### Entries provided
┄┄┄┄┄┄┄┄┄┄┄┄┄┄┄┄┄┄┄┄

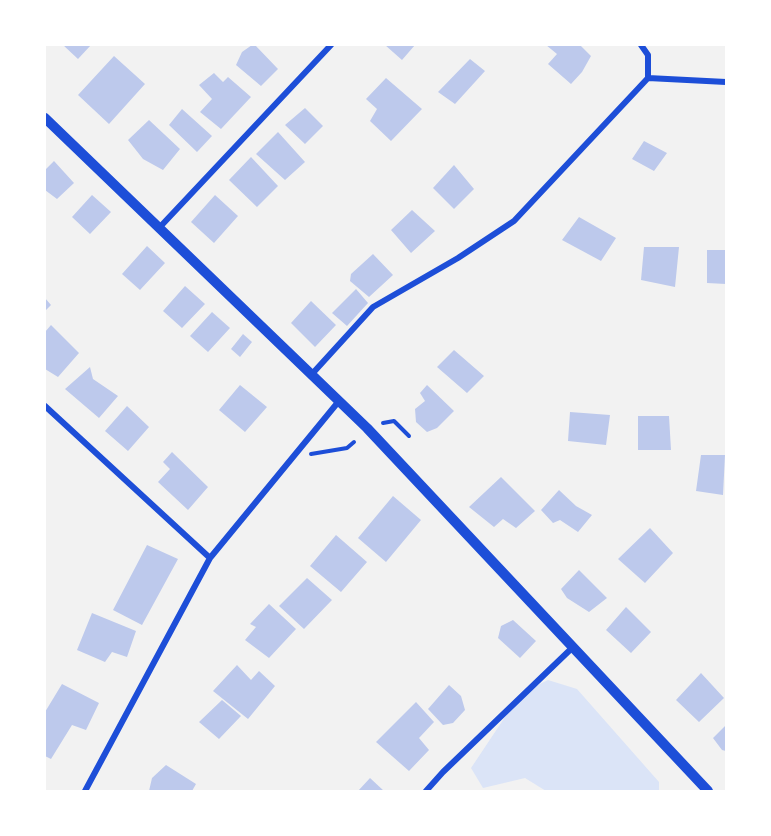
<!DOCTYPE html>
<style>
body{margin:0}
#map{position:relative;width:771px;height:836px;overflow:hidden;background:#f2f2f2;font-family:"Exo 2",sans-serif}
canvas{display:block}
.frame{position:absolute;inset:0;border:46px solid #fff;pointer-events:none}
</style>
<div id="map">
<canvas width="771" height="836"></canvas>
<div class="frame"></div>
</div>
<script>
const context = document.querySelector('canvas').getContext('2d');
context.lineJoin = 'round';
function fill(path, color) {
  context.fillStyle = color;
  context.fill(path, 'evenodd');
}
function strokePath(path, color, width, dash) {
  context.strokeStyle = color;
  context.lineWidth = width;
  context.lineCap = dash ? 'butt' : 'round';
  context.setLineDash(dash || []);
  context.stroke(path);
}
fill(new Path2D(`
 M548,680L577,689L659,782V791H546L525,778L483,788L471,768L521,693Z`), '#dbe4f7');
fill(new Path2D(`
 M63,45H91L78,59Z
 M252,45H255L278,69L261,86L236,65L242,52Z
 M385,45H415L402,60Z
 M546,45H580L591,56L582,72L571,84L548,64L557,54Z
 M114,56L145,84L109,124L78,95Z
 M470,59L485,71L455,104L438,92Z
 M214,73L223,82L228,77L251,97L221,129L200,112L212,99L199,85Z
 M386,78L422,109L391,141L370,121L377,109L366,99Z
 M305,108L323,126L305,144L285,125Z
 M182,109L212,136L197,152L169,125Z
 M149,120L180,149L163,170L143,159L128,140Z
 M278,132L305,162L285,180L256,154Z
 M644,141L667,153L654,171L632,159Z
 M251,157L278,186L257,207L229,180Z
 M54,161L74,183L57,199L45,190V170Z
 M454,165L474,189L454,209L433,188Z
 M92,195L111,212L90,234L72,217Z
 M215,195L238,216L214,243L191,222Z
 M412,210L435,231L411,253L391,230Z
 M579,217L616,238L601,261L562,240Z
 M147,246L165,263L140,290L122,274Z
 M644,247H679L675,287L641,280Z
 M707,250H726V284L707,283Z
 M373,254L393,275L369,297L350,281L351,274Z
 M185,286L205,304L182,328L163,311Z
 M356,289L368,303L347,326L332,313Z
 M45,298L51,305L45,311Z
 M311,301L336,325L315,347L291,323Z
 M212,312L230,328L208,352L190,336Z
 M51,325L79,353L58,377L45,369V332Z
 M243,334L252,342L240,357L231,349Z
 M454,350L484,376L467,393L437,367Z
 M90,367L93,379L118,396L99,418L65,389Z
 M240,385L267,407L245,432L219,410Z
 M427,385L454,411L437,428L427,432L416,422L415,409L425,401L420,393Z
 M127,406L149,427L128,451L105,431Z
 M570,412L610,415L606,445L568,441Z
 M638,416H669L671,450H638Z
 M172,452L208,487L188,510L158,482L170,469L163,462Z
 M701,455H725L723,495L696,491Z
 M501,477L535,511L516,528L503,519L494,527L469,507Z
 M559,490L576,506L592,515L578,532L560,520L553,523L541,510Z
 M393,496L421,520L386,562L358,538Z
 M650,528L673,553L645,583L618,559Z
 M336,535L367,562L341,592L310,566Z
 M147,545L178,559L142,625L113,610Z
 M579,570L607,598L589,612L567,598L561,589Z
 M307,578L332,600L304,629L279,606Z
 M269,604L296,629L269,658L245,640L256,627L250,624Z
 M626,607L651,632L631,653L606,630Z
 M92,613L136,631L127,657L112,652L105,662L77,650Z
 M513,620L536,641L520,658L498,638L501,626Z
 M237,665L251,680L259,671L275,686L248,719L213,691Z
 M701,673L724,698L699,722L676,700Z
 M62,684L99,703L86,730L72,725L51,759L45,756V712Z
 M449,685L461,696L465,710L453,723L443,725L428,709Z
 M222,700L241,716L219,739L199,722Z
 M416,702L434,722L419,738L429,750L409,771L376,742Z
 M726,725V751L722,750L713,738Z
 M166,765L196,784L192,791H149L152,778Z
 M370,778L384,791H358Z`), '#bdc9ec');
strokePath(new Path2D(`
 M383,423L394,421L409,436
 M311,454L347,448L354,442`), '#1d4ed8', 4);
strokePath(new Path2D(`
 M641,45L648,55V78
 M159,228L331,45
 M312,374L373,307L458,258L514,221L648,78L726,82
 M45,406L210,558
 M85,791L210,558L339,401
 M426,791L443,772L572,648`), '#1d4ed8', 6);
strokePath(new Path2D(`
 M45,118L367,428L708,791`), '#1d4ed8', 10);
</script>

┄┄┄┄┄┄┄┄┄┄┄┄┄┄┄┄┄┄┄┄

All lines in the data above from the one with "context.setLineDash(dash || []);" through the one with "M701,673L724,698L699,722L676,700Z" must be repeated exactly, and no others.

  context.setLineDash(dash || []);
  context.stroke(path);
}
fill(new Path2D(`
 M548,680L577,689L659,782V791H546L525,778L483,788L471,768L521,693Z`), '#dbe4f7');
fill(new Path2D(`
 M63,45H91L78,59Z
 M252,45H255L278,69L261,86L236,65L242,52Z
 M385,45H415L402,60Z
 M546,45H580L591,56L582,72L571,84L548,64L557,54Z
 M114,56L145,84L109,124L78,95Z
 M470,59L485,71L455,104L438,92Z
 M214,73L223,82L228,77L251,97L221,129L200,112L212,99L199,85Z
 M386,78L422,109L391,141L370,121L377,109L366,99Z
 M305,108L323,126L305,144L285,125Z
 M182,109L212,136L197,152L169,125Z
 M149,120L180,149L163,170L143,159L128,140Z
 M278,132L305,162L285,180L256,154Z
 M644,141L667,153L654,171L632,159Z
 M251,157L278,186L257,207L229,180Z
 M54,161L74,183L57,199L45,190V170Z
 M454,165L474,189L454,209L433,188Z
 M92,195L111,212L90,234L72,217Z
 M215,195L238,216L214,243L191,222Z
 M412,210L435,231L411,253L391,230Z
 M579,217L616,238L601,261L562,240Z
 M147,246L165,263L140,290L122,274Z
 M644,247H679L675,287L641,280Z
 M707,250H726V284L707,283Z
 M373,254L393,275L369,297L350,281L351,274Z
 M185,286L205,304L182,328L163,311Z
 M356,289L368,303L347,326L332,313Z
 M45,298L51,305L45,311Z
 M311,301L336,325L315,347L291,323Z
 M212,312L230,328L208,352L190,336Z
 M51,325L79,353L58,377L45,369V332Z
 M243,334L252,342L240,357L231,349Z
 M454,350L484,376L467,393L437,367Z
 M90,367L93,379L118,396L99,418L65,389Z
 M240,385L267,407L245,432L219,410Z
 M427,385L454,411L437,428L427,432L416,422L415,409L425,401L420,393Z
 M127,406L149,427L128,451L105,431Z
 M570,412L610,415L606,445L568,441Z
 M638,416H669L671,450H638Z
 M172,452L208,487L188,510L158,482L170,469L163,462Z
 M701,455H725L723,495L696,491Z
 M501,477L535,511L516,528L503,519L494,527L469,507Z
 M559,490L576,506L592,515L578,532L560,520L553,523L541,510Z
 M393,496L421,520L386,562L358,538Z
 M650,528L673,553L645,583L618,559Z
 M336,535L367,562L341,592L310,566Z
 M147,545L178,559L142,625L113,610Z
 M579,570L607,598L589,612L567,598L561,589Z
 M307,578L332,600L304,629L279,606Z
 M269,604L296,629L269,658L245,640L256,627L250,624Z
 M626,607L651,632L631,653L606,630Z
 M92,613L136,631L127,657L112,652L105,662L77,650Z
 M513,620L536,641L520,658L498,638L501,626Z
 M237,665L251,680L259,671L275,686L248,719L213,691Z
 M701,673L724,698L699,722L676,700Z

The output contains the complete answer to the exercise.